The question that plagues me from an intellectual standpoint: what the hell has changed in the last 2-3 years that would make what is supposed to be a very slow-growing cancer into something that seems to be resisting conventional treatment.
First, let me admit a slight change in the way I think:
A few months ago, I wrote a blog entry on the environment and cancer. I think I came off as saying that since we don't definitely know many of the dietary and lifestyle factors that contribute to the ability to survive and enter remission that they're not important. That is not what I believe.
In the past few weeks/months, I have come to terms with my strong belief that although we will NEVER have a world free of cancer, we CAN reduce the incidence and prolong survival for many people. I recently re-read a piece written by Robb Wolf where he discusses the possible benefit of a ketogenic diet on cancer and during which he cites a paper that says "our understanding of the molecular underpinning of cancer has exploded; yet this has translated into few advances in treatment or survivability. The authors also make the point we have plenty of information to make lifestyle and environmental changes that will dramatically reduce the OCCURANCE of cancers.

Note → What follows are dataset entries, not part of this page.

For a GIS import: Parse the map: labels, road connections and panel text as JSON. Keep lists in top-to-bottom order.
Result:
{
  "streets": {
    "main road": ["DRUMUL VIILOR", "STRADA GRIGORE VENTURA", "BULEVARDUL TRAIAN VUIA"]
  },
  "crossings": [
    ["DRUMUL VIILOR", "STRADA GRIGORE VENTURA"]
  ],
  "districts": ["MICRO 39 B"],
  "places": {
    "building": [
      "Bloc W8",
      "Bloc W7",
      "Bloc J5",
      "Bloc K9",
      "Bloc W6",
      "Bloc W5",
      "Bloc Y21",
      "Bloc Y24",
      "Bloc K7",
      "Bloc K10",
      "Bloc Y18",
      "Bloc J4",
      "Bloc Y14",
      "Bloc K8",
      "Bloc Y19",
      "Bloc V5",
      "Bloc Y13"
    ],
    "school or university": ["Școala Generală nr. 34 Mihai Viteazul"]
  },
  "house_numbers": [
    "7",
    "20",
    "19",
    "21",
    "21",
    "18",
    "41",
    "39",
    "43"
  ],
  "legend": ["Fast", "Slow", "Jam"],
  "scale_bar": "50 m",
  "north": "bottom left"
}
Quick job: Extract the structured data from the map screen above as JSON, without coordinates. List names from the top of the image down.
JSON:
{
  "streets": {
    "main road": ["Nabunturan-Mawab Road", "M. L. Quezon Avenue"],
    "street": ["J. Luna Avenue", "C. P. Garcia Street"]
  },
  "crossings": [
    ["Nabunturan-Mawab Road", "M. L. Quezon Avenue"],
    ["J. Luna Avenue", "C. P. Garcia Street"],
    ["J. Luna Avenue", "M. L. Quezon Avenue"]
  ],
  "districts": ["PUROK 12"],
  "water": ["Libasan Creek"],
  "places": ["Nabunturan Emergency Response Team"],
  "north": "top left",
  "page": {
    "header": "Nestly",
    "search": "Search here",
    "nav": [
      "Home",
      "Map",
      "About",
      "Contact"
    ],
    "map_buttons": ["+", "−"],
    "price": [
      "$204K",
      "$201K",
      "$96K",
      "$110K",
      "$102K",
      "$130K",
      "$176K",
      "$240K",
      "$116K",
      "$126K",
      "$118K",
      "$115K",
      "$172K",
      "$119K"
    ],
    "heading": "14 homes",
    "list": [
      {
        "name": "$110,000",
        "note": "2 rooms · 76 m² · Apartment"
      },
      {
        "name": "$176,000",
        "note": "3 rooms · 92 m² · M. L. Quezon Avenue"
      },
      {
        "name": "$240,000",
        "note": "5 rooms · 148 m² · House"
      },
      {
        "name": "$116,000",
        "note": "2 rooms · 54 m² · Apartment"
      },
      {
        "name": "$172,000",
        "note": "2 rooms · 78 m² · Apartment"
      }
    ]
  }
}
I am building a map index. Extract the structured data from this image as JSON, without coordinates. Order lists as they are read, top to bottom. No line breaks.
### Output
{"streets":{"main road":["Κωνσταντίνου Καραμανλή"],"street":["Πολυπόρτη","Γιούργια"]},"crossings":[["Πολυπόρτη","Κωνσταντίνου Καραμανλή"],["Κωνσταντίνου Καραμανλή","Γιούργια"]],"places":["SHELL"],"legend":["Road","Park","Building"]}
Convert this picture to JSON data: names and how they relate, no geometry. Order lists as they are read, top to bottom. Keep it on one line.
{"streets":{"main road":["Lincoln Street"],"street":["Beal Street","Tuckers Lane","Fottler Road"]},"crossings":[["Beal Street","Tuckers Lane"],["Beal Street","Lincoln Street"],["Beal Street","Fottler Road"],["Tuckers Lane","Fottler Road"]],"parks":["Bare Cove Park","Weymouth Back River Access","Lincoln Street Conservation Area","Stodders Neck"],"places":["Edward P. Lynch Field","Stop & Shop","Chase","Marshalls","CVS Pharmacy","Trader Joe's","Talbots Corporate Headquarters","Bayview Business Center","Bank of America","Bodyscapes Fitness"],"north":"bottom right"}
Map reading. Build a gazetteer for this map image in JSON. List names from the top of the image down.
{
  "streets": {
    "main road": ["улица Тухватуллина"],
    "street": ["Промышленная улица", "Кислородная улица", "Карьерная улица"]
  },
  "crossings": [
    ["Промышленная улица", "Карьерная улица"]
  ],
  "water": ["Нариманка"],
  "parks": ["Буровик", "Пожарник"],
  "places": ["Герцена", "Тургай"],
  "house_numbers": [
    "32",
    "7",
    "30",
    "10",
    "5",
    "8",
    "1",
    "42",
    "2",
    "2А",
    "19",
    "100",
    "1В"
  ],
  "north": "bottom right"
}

Aside from smoking little effort has been placed in the prevention category."
In my life, when things began to change (get harder) with regards to my thyroid cancer the following changes were taking place:
1. More stress (medical school, newly married, new child)
That's about it. My activity level has stayed about the same since I was about 8 weeks gestational age, so cycling doesn't seem to be a culprit. Although I am now having VERY SERIOUS questions about the high carbohydrate diet that fuels high performance cycling and its affect on cancer cells. I never actually blogged about this, but at some point after my January treatment I underwent a self-induced experiment of a vegan diet where 60-90% of my calories came from low-glycemic grains, legumes, vegetables, and fruits. I'm not calling causation or even correlation, but during this same period my tumor marker went up. There is abundant data to support the the high need for glucose of cancer cells. Hell, this is the entire principle of the PET scan which I'll have in a couple of weeks at Wash U. Maybe Robb Wolff is right and the ideas in this article from Time magazine have more basis in truth than the epidemiological observational studies supporting that a low-fat, high Cho diet is the way to live a healthy life. Who knows.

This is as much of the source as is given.